Complex Baseband Representation
The foundational mathematical framework that models a bandpass signal as a complex-valued signal centered at zero hertz. This representation captures both amplitude and phase in a single complex number, enabling the analysis of circularity. A signal is circular if its baseband representation is uncorrelated with its own complex conjugate, meaning the real and imaginary parts have equal variance and are independent.
Proper vs. Improper Signals
A proper (circular) complex random signal has a vanishing pseudo-covariance, meaning the real and imaginary parts are uncorrelated with equal variance. An improper (non-circular) signal violates this condition, exhibiting correlation between its components. Key distinctions:
- Proper: Rotationally invariant probability density function
- Improper: Orientation-dependent statistics, common in BPSK and ASK modulations
- Pseudo-covariance: The statistical measure that quantifies the degree of impropriety
Widely Linear Filtering
An augmented filtering paradigm that processes both the complex signal and its complex conjugate to achieve optimal performance for improper data. Standard linear filtering is sufficient only for circular signals. Widely linear models, such as the augmented complex least mean square (ACLMS) algorithm, exploit the full second-order statistical information, providing superior interference cancellation when circularity is violated.
IQ Imbalance and Non-Circularity
Hardware impairments in direct-conversion transceivers, such as gain and phase mismatches between the I and Q branches, inherently generate improper signals. The resulting mirror-frequency interference creates a conjugate correlation that destroys circularity. Correcting IQ imbalance is mathematically equivalent to restoring the properness of the received complex baseband signal through widely linear compensation.

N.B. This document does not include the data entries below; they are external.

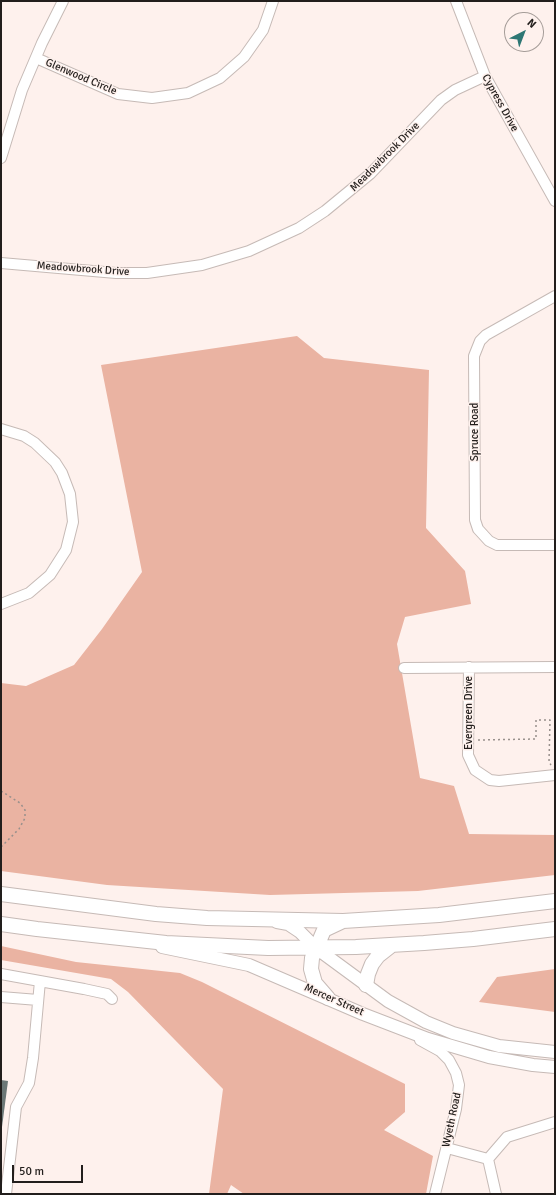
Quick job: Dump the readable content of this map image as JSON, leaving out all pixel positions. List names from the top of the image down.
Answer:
{
  "streets": {
    "main road": ["Mercer Street"],
    "street": [
      "Glenwood Circle",
      "Cypress Drive",
      "Meadowbrook Drive",
      "Spruce Road",
      "Evergreen Drive",
      "Wyeth Road"
    ]
  },
  "crossings": [
    ["Cypress Drive", "Meadowbrook Drive"],
    ["Mercer Street", "Wyeth Road"]
  ],
  "scale_bar": "50 m",
  "north": "top right"
}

Complex-Valued Neural Networks (CVNN)
Neural architectures that process data directly in the complex domain using complex-valued weights and activation functions. For non-circular signals, standard real-valued networks applied to concatenated I/Q data are suboptimal. CVNNs trained with Wirtinger calculus inherently preserve phase information and can learn widely linear transformations, making them ideal for tasks like channel equalization and beamforming where circularity assumptions fail.
Second-Order Cyclostationarity
Many communication signals exhibit periodically time-varying autocorrelation functions, a property called cyclostationarity. The conjugate cyclic autocorrelation function directly measures the degree of impropriety at specific cycle frequencies. This feature is exploited for:
- Blind modulation classification: Distinguishing BPSK (improper) from QPSK (proper)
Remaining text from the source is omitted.